Researchers fully sequence the Y chromosome for the first time
Led by the National Human Genome Research Institute (NHGRI), a team of researchers at the National Institute of Standards and Technology (NIST) and many other organizations used advanced sequencing technologies to read out the full DNA sequence of the Y chromosome — a region of the genome that typically drives male reproductive development. The results of a study published in Nature demonstrate that this advance improves DNA sequencing accuracy for the chromosome, which could help identify certain genetic disorders and potentially uncover the genetic roots of others.
DNA sequencing isn’t as simple as reading genetic material from a genome’s beginning to its end. DNA gets chopped up when it is extracted from cells, plus even the best sequencing equipment can only handle relatively small bits of DNA at a time. So, researchers and clinicians rely on special software to piece together fragments of sequenced code in the correct order like a puzzle.
A reference genome is a separate, already pieced-together genome that serves as a guide, similar to the pictures on the front of puzzle boxes. And because 99.9% of our species’ genetic code is shared, any human genome would closely match a reference.
Last year, a team from the Telomere-to-Telomere (T2T) consortium, which is made up of experts from dozens of organizations such as NIST, generated the most complete reference genome at the time by using new sequencing technologies to crack previously indecipherable regions of the genome. But cells used in that work did not contain the most puzzling of all, the Y chromosome.
“Chromosomes all contain sections of very repetitive DNA, but well over half of the Y chromosome is like that,” said study co-author Justin Zook, who leads NIST’s Genome in a Bottle (GIAB) consortium. “If you use the puzzle analogy, a lot of the Y chromosome looks like the backgrounds often do, where all the pieces look really similar.”
With this new endeavor, T2T was not starting at zero as the GIAB had already gotten the ball rolling.
The GIAB’s mission is to produce test materials, or benchmarks, that can be used to evaluate sequencing technologies or methods. The materials themselves are highly accurate readouts of specific genes that can act as an answer key for checking the results of a particular sequencing method.
NIST has rigorously analyzed several individual human genomes to create their benchmarks. While GIAB has not yet produced a benchmark for the Y chromosome specifically, the consortium has studied one genome extensively, accumulating the largest collection of Y chromosome data prior to the new study.
That data served as a jumping-off point for the new study’s authors, who focused their analysis on the best understood GIAB Y chromosome. They examined the sample with a combination of cutting-edge technologies — namely high fidelity and nanopore sequencing — that make the DNA fragment puzzle pieces larger and thus easier to assemble.

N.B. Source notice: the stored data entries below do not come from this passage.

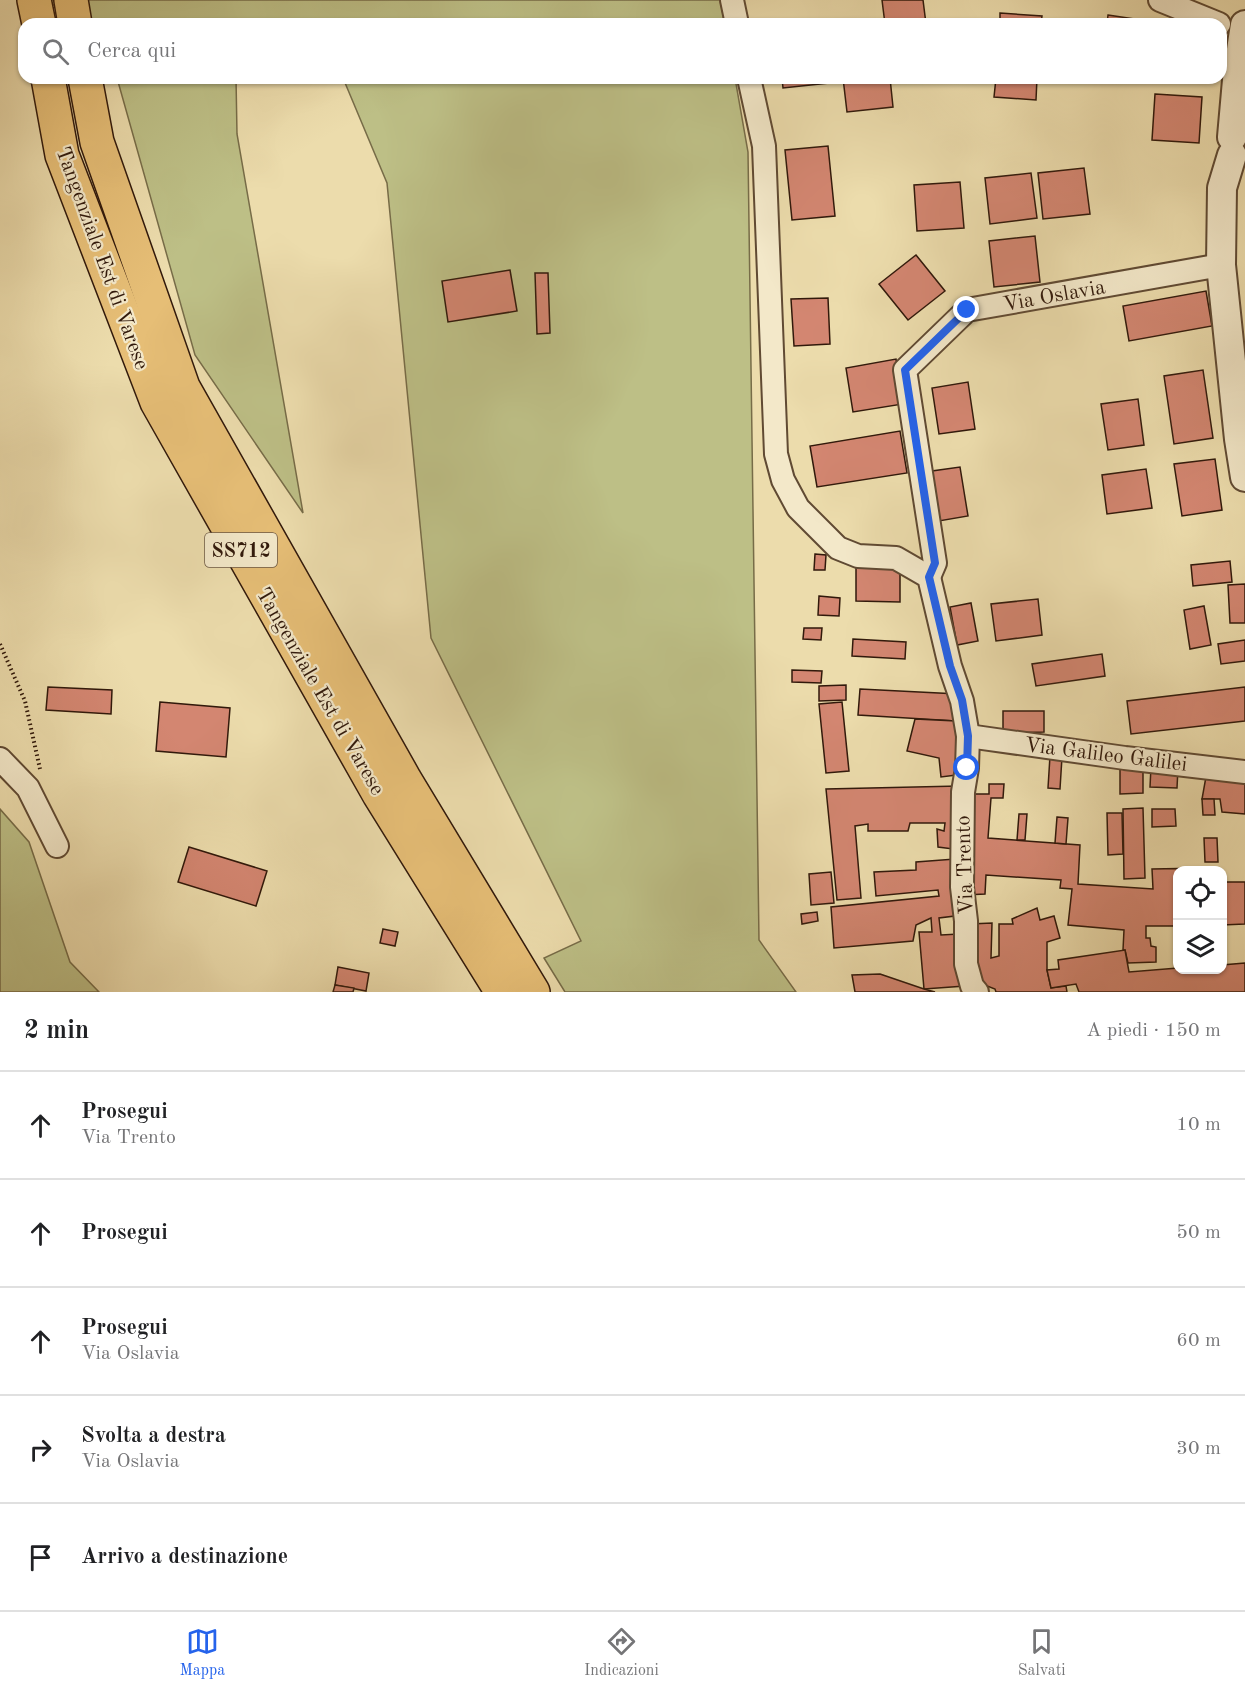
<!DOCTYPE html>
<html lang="it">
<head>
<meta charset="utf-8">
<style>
  :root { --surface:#fff; --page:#f6f6f6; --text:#202124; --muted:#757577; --line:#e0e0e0; --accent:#2563eb }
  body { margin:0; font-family:"Old Standard TT",serif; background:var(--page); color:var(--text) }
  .controls { position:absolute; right:18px; bottom:18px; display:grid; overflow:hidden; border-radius:12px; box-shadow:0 2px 4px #0004 }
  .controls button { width:54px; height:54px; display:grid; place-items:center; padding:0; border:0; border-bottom:2px solid var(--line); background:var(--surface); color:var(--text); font:30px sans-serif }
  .stop { position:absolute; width:18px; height:18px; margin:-14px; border:4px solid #2563eb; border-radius:50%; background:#fff }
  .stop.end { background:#2563eb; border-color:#fff; box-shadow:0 2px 6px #0008 }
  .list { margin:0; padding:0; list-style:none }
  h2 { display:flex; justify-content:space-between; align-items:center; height:78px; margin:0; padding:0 24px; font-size:26px }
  h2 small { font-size:20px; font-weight:400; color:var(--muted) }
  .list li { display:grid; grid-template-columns:39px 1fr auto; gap:18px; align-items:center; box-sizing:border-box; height:108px; padding:0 24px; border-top:2px solid var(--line) }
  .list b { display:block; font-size:22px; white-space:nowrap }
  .list p { margin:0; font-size:20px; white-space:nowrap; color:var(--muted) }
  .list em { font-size:20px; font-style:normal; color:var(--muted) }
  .icon { flex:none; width:33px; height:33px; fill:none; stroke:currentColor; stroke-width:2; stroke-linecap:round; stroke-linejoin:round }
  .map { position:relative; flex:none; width:1245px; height:992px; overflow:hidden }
  .search { position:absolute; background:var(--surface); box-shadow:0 2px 4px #0004; left:18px; right:18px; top:18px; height:66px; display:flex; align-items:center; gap:15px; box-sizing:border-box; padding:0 21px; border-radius:18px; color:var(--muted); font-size:22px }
  .sheet { height:618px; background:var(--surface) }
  nav { display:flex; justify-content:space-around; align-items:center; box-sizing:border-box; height:84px; border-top:2px solid var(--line); background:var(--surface); font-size:16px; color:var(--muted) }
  nav a { display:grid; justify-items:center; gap:3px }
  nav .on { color:var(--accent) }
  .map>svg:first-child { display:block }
  .green { fill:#bdbf86; stroke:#776c48; stroke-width:1.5 }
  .building { fill:#d38671; stroke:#31190b; stroke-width:1.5 }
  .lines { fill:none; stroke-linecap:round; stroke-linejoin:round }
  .minor-casing { stroke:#604a33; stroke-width:26 }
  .tertiary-casing { stroke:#604a33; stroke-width:32 }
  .trunk-casing { stroke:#31190b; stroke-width:36 }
  .path { stroke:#31190b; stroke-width:4; stroke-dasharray:1.5 3; stroke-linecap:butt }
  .minor { stroke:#f3e8c9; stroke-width:22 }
  .tertiary { stroke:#f3e8c9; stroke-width:28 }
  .trunk { stroke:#e6be76; stroke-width:33 }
  .route { stroke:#2563eb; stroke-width:8 }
  .labels { text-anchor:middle; stroke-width:4.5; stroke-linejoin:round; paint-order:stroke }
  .shield { fill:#f3e8c9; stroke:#6b5744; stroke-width:1.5 }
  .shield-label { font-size:20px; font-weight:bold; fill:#31190b }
  .street-label { font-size:21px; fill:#31190b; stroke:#f3e8c9 }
</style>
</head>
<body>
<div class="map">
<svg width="1245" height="992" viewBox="0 0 1245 992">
  <rect width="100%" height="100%" fill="#ecdcac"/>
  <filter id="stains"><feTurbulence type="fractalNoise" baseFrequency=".00333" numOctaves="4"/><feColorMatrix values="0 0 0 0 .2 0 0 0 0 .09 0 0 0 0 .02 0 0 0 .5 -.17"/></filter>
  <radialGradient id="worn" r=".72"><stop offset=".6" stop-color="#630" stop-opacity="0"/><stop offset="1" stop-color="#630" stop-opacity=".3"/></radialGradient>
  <g class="green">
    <polygon points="44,0 720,0 725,24 297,24 272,21 268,24 91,24"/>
    <polygon points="117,78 236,78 237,134 303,513 195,355"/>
    <polygon points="343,78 735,78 748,152 759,940 796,992 565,992 544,958 581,941 431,638 387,183"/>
    <polygon points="0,809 29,842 70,962 99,992 0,992"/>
  </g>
  <g class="building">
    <polygon points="882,0 923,0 926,24 885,24"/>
    <polygon points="1000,13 1042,16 1041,24 1000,24"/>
    <polygon points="1108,15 1154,22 1154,24 1107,24"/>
    <polygon points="782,78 829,78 829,83 783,88"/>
    <polygon points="843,78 890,78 893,107 847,112"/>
    <polygon points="996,78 1037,78 1036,100 994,97"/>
    <polygon points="1155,94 1202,97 1199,143 1152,140"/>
    <polygon points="828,146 835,216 792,220 785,150"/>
    <polygon points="1084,168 1090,214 1043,219 1038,173"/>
    <polygon points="1031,173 1037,218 990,224 985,178"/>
    <polygon points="960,182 964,228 917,231 914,185"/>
    <polygon points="1035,236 1040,282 994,287 989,241"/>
    <polygon points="916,255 945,291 908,320 879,284"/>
    <polygon points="510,270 517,311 448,322 442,281"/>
    <polygon points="535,273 548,273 550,333 537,334"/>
    <polygon points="1206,291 1212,326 1129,341 1123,306"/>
    <polygon points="828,298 830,344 794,346 791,299"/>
    <polygon points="896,359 903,404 853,412 846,368"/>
    <polygon points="1203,370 1213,438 1174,444 1164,376"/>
    <polygon points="968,382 975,429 939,434 932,388"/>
    <polygon points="1138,399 1144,445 1108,450 1101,404"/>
    <polygon points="900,431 907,473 817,487 810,446"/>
    <polygon points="1215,459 1222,510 1182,516 1174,464"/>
    <polygon points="960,467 968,516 933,522 925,472"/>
    <polygon points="1146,469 1152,508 1107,514 1102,475"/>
    <polygon points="815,554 826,555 825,570 814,570"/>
    <polygon points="1230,561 1232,582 1193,586 1191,565"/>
    <polygon points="856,566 900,567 900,602 856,601"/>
    <polygon points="1245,584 1245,623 1230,623 1228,585"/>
    <polygon points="819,596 840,598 839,616 818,615"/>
    <polygon points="1038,599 1042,635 996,641 991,604"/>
    <polygon points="971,603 978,641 957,645 950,607"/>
    <polygon points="1204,606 1211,645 1190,649 1184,610"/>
    <polygon points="804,628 822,628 821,640 803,639"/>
    <polygon points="853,639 906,642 905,659 852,656"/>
    <polygon points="1245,640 1245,661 1221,664 1218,644"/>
    <polygon points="1102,654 1105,676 1036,686 1032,664"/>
    <polygon points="792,670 822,671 821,683 792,682"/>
    <polygon points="846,685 846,700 819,701 819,686"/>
    <polygon points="48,687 112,690 111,714 46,710"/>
    <polygon points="1245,687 1245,721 1131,734 1127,701"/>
    <polygon points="860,689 958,694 956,721 858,715"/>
    <polygon points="160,702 230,708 226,757 156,751"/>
    <polygon points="842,702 849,771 826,773 819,704"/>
    <polygon points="1003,711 1044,711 1044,732 1003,733"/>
    <polygon points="915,719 956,721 964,774 941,777 939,758 907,751"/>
    <polygon points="1050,756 1062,757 1060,789 1048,788"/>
    <polygon points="1143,763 1143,793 1120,794 1120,764"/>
    <polygon points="1151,767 1178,768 1177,788 1150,787"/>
    <polygon points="1207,771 1245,775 1245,814 1222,812 1220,799 1202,799"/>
    <polygon points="989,784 1004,784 1003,798 991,798 988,838 1080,845 1078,884 1153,889 1152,869 1206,868 1206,870 1178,870 1178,926 1146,926 1146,938 1150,938 1151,946 1156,947 1156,962 1128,963 1125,950 1123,950 1124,930 1068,925 1072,889 1060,888 1061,880 986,875 985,894 965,895 968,794 989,794"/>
    <polygon points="959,786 953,849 938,847 937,829 944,831 945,823 910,823 908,831 868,831 868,824 855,826 861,898 837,900 826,789"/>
    <polygon points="1202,799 1214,799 1215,815 1203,815"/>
    <polygon points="1143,808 1145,878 1124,879 1123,809"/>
    <polygon points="1152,809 1175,809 1176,826 1152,827"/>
    <polygon points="1107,813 1122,813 1123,854 1108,855"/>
    <polygon points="1019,814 1027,814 1025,840 1017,840"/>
    <polygon points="1057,817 1068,818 1066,844 1055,843"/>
    <polygon points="1204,838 1217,838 1218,862 1205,862"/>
    <polygon points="189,847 267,871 256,906 178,882"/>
    <polygon points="955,859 963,915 939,918 941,935 959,934 965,986 924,989 919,932 932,932 931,918 916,925 913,941 834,948 831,907 939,896 938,890 876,896 874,872 916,870 916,862"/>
    <polygon points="831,872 834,903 811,905 809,874"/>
    <polygon points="1222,882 1245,882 1245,924 1222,925"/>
    <polygon points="1037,908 1040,920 1054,916 1060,938 1047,942 1047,970 1051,988 1066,986 1067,992 996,992 995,989 982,984 970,924 992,923 991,958 999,956 999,924 1013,924 1012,919"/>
    <polygon points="817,912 818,921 802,924 801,914"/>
    <polygon points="383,929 398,932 395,946 380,943"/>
    <polygon points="1125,950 1129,972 1178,968 1222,969 1222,965 1245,963 1245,992 1079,992 1076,984 1051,988 1047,970 1059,969 1058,960"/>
    <polygon points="338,967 369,973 366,991 335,985"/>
    <polygon points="880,974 924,989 935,992 855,992 852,975"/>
    <polygon points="335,985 354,988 353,992 333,992"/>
  </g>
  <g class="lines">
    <g class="minor-casing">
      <g id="minor">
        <polyline points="732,0 737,24"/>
        <polyline points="1160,0 1219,24"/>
        <polyline points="749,78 764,146 776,454 783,480 798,508 838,548 858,556 896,558 929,577 950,666 962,701 968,736 967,768 963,792 962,887 966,921 966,964 972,986 977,992"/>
        <polyline points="929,577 935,563 905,370 967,310 1221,265"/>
        <polyline points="968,736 1125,758 1245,772"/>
        <polyline points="0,759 28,788 57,846"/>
      </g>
    </g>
    <g class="tertiary-casing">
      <g id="tertiary">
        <polyline points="1232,137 1238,69 1245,25"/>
        <polyline points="1232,155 1222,188 1221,265 1239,439 1245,477"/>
      </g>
    </g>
    <g class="trunk-casing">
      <g id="trunk">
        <polyline points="34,0 39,24"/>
        <polyline points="71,0 75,24"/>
        <polyline points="48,78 62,155 157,402 379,794 502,992"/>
        <polyline points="85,78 97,142 183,387 405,780 533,992"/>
      </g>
    </g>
    <polyline class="path" points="0,644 25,701 40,769"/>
    <use href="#minor" class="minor"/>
    <use href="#tertiary" class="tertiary"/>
    <use href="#trunk" class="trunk"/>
  </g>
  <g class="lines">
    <polyline class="route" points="967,310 905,370 935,563 929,577 950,666 962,700 968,736 967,768"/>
  </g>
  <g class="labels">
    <rect class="shield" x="205" y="533" width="72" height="34" rx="4.5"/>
    <g class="shield-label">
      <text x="241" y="557">SS712</text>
    </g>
    <g class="street-label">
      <text transform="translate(103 258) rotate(70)" y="7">Tangenziale Est di Varese</text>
      <text transform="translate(1054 295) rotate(-10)" y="7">Via Oslavia</text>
      <text transform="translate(321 691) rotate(60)" y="7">Tangenziale Est di Varese</text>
      <text transform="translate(1106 754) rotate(7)" y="7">Via Galileo Galilei</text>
      <text transform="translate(964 865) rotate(-92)" y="7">Via Trento</text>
    </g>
  </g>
  <rect width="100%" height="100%" filter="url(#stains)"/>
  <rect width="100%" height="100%" fill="url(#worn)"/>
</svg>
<div class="controls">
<button><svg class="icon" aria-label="locate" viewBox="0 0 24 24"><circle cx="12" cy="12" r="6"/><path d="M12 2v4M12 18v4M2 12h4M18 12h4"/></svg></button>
<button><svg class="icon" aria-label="layers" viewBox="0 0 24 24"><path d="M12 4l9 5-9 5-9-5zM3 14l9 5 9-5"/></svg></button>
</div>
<div class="stop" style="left:967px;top:768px"></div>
<div class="stop end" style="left:967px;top:310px"></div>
<div class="search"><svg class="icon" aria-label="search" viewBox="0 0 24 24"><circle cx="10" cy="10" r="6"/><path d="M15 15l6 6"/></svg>Cerca qui</div>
</div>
<section class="sheet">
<h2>2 min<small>A piedi · 150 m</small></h2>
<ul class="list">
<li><svg class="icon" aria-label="ahead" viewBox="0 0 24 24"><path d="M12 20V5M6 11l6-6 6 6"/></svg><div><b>Prosegui</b><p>Via Trento</p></div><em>10 m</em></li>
<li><svg class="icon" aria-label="ahead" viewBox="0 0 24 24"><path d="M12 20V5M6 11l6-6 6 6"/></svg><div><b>Prosegui</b></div><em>50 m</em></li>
<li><svg class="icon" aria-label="ahead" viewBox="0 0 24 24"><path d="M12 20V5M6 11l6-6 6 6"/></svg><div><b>Prosegui</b><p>Via Oslavia</p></div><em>60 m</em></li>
<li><svg class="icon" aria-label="right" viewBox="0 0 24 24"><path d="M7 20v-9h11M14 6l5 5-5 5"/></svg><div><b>Svolta a destra</b><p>Via Oslavia</p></div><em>30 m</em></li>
<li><svg class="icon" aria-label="arrive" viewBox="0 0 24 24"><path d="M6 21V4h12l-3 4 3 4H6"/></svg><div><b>Arrivo a destinazione</b></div></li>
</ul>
</section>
<nav>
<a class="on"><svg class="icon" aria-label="map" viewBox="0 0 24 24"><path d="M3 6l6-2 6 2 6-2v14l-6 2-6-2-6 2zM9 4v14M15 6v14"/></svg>Mappa</a>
<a><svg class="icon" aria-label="directions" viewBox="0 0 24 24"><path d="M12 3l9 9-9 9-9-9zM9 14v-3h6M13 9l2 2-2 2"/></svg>Indicazioni</a>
<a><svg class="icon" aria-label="saved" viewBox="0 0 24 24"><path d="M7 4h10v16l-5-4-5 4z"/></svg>Salvati</a>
</nav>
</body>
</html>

A machine-learning analysis tool and gamut of other advanced programs helped the team identify and assemble the pieces of the chromosome. More than 62 million letters of genetic code later, the authors had spelled out the GIAB Y chromosome front to back.
The researchers pitted their complete Y chromosome sequence, named T2T-Y, against the most widely used reference genome’s Y chromosome parts, which are riddled with stretches of absent code. Using them both as guides for sequencing a diverse group of over 1,200 separate genomes, they found that T2T-Y drastically improved the outcomes.
T2T-Y, in combination with the group’s previous reference genome, T2T-CHM13, represents the world’s first complete genome for the half of the population with a Y chromosome.
The newest addition could be useful in identifying and diagnosing the few known conditions related to genes in the Y chromosome. But what’s more is the new reference’s potential to shed light on new genes and their function.
“There are certainly aspects of fertility and some genetic disorders that are connected to genes in the Y chromosome,” Zook said. “But because it’s been so hard to analyze up to this point, we may not even know yet just how important the Y chromosome is.”
At NIST, Zook and his fellow GIAB researchers have developed a new benchmark based on the X and Y chromosomes assembled by T2T to help translate the potential impact of the new reference material into reality.